Full IP spoofing is hard for the commoners.

Everything in IP is made of packets. Each packet has a source address and a destination address. IP spoofing is about sending packets with a wrong source address. Sending such a packet is simple enough with a few lines of code (it tends to require local Administrator / root rights; on Linux, this is a matter of a socket() system call with the SOCK_RAW parameter).

Making the packet reach its destination might be a bit problematic. Normally, packets hop from router to router, and routers only look at the destination address (they are interested in where the packet should go, not from where it comes). However, some routers enforce anti-spoofing mechanisms: the routers "know" what IP addresses are behind it, and will see that the spoofed packet is not "possible" (its source address is not one of the source addresses which are normally behind the router). Such routers react by dropping the offending packet. Some ISP employ such routers, because they do not want to be seen as lax ISP who let their customers engage in network practices of questionable morality and legality.

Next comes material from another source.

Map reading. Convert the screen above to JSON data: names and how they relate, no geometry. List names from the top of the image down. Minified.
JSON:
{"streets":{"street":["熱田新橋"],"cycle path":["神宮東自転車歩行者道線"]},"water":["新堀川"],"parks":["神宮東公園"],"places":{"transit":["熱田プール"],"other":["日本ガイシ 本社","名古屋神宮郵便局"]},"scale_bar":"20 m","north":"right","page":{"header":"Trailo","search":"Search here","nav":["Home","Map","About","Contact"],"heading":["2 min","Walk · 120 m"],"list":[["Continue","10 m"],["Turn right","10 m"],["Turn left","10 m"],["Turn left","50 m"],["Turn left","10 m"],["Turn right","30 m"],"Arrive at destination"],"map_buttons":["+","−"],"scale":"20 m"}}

Assuming that your ISP is lax and lets the spoofed packets transit, you reach the other problem known as "TCP sequence numbers". A Web server does not expect lone packets, but a TCP connection. The TCP connection begins with the "three-way handshake":

  • Client sends a first packet containing the SYN flag.
  • Server responds to that packet with a packet containing the SYN and ACK flag.
  • Client responds to that packet with a packet containing the ACK flag.

Each packet with SYN contains the initial sequence number (a 32-bit value) for the data stream originating from the same machine. Indeed, each data byte will be "numbered" and the counter starts at a value that the sender chooses. These values are used in the TCP control flow; client and server use them to tell to the other machine which bytes have been received (the "acknowledge"). In particular, the third packet for the three-way handshake (the ACK from the client) MUST contain the sequence number that the server sent in its SYN+ACK packet.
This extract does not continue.